> _RECORDS SHOWN_
□ □ □

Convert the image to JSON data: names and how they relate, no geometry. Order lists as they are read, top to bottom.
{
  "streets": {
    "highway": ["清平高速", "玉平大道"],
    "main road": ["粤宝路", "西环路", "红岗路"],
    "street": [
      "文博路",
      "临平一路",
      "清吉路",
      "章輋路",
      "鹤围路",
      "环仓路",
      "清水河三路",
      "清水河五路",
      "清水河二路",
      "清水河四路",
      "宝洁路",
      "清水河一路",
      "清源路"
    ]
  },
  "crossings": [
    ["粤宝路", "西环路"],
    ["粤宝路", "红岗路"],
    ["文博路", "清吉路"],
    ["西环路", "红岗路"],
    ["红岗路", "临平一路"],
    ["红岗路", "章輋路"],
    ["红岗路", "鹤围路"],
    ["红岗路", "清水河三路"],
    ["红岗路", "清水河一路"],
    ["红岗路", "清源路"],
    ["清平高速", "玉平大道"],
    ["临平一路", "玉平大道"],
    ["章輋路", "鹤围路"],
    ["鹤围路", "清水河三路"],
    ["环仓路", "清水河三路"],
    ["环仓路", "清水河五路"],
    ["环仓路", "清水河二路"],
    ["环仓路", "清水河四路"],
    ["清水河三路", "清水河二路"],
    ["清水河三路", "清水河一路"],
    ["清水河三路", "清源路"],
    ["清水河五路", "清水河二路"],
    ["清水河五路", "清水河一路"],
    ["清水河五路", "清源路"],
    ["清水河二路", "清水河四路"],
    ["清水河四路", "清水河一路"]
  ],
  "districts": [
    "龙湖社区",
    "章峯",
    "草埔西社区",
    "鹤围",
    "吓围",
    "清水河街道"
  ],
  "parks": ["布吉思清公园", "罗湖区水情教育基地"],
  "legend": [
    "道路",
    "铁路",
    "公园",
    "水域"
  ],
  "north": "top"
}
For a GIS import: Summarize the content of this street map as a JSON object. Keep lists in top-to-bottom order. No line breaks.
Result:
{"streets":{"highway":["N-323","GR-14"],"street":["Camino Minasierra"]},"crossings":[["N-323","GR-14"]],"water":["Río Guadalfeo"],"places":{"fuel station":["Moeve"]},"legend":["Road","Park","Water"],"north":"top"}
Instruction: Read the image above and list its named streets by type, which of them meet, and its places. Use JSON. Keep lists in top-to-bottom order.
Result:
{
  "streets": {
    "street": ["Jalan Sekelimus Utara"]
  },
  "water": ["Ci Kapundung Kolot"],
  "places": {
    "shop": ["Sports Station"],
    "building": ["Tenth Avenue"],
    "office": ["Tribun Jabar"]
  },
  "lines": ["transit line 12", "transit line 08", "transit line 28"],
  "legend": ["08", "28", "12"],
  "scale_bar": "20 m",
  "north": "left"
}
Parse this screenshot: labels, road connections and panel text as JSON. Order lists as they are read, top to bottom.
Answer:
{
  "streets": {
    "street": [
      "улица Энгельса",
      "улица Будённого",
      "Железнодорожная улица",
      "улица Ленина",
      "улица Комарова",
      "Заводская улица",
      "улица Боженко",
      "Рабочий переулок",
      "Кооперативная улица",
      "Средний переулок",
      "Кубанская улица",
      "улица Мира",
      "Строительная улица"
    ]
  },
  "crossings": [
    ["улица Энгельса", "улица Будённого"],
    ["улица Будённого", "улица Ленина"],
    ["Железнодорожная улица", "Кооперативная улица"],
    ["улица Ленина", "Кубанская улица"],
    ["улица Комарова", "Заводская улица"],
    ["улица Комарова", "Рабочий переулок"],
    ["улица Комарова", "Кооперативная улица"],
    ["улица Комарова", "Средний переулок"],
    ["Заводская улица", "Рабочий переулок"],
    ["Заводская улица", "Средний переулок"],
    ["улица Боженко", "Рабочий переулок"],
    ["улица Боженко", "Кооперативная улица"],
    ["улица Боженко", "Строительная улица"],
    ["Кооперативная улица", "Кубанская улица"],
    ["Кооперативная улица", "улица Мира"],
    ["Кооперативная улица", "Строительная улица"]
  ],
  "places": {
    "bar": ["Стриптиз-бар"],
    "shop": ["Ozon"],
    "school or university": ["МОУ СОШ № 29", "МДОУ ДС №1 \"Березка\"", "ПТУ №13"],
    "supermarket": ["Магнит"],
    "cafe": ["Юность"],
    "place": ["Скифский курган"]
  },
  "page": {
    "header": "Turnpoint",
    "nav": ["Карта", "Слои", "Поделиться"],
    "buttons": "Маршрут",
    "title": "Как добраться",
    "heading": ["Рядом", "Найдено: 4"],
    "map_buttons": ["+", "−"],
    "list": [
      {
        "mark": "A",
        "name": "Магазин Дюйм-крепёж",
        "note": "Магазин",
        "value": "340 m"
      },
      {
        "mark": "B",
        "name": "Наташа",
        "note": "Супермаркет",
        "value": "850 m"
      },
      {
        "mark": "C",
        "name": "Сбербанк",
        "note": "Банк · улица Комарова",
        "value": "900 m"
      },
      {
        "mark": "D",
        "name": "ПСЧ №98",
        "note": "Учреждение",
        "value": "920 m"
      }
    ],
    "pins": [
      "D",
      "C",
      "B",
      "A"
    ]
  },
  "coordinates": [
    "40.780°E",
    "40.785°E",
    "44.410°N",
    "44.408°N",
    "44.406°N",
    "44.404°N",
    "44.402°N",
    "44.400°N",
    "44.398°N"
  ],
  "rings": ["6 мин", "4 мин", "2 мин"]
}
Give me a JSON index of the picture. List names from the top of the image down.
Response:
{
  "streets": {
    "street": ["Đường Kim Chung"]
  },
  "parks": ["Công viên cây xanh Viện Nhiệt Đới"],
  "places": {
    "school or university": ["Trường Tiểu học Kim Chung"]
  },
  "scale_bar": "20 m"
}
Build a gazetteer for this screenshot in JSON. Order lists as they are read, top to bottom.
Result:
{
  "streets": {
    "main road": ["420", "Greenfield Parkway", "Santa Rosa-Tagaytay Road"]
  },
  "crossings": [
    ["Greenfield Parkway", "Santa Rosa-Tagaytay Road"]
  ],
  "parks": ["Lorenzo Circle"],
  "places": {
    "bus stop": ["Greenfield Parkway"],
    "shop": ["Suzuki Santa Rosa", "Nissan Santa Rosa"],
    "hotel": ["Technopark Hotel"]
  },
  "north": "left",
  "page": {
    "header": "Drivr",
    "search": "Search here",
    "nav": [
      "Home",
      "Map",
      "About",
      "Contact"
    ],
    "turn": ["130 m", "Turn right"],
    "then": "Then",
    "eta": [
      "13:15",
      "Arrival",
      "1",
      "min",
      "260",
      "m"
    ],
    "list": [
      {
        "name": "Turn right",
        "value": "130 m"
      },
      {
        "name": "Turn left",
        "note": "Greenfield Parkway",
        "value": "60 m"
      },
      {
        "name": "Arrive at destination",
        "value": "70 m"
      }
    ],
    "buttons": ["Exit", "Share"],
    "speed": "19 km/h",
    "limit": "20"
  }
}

□ □ □

> _BRIEF_
Please copy every line of the data that carries the string "Кубанская".

> _OUTPUT FOR THIS EXERCISE_
      "Кубанская улица",
    ["улица Ленина", "Кубанская улица"],
    ["Кооперативная улица", "Кубанская улица"],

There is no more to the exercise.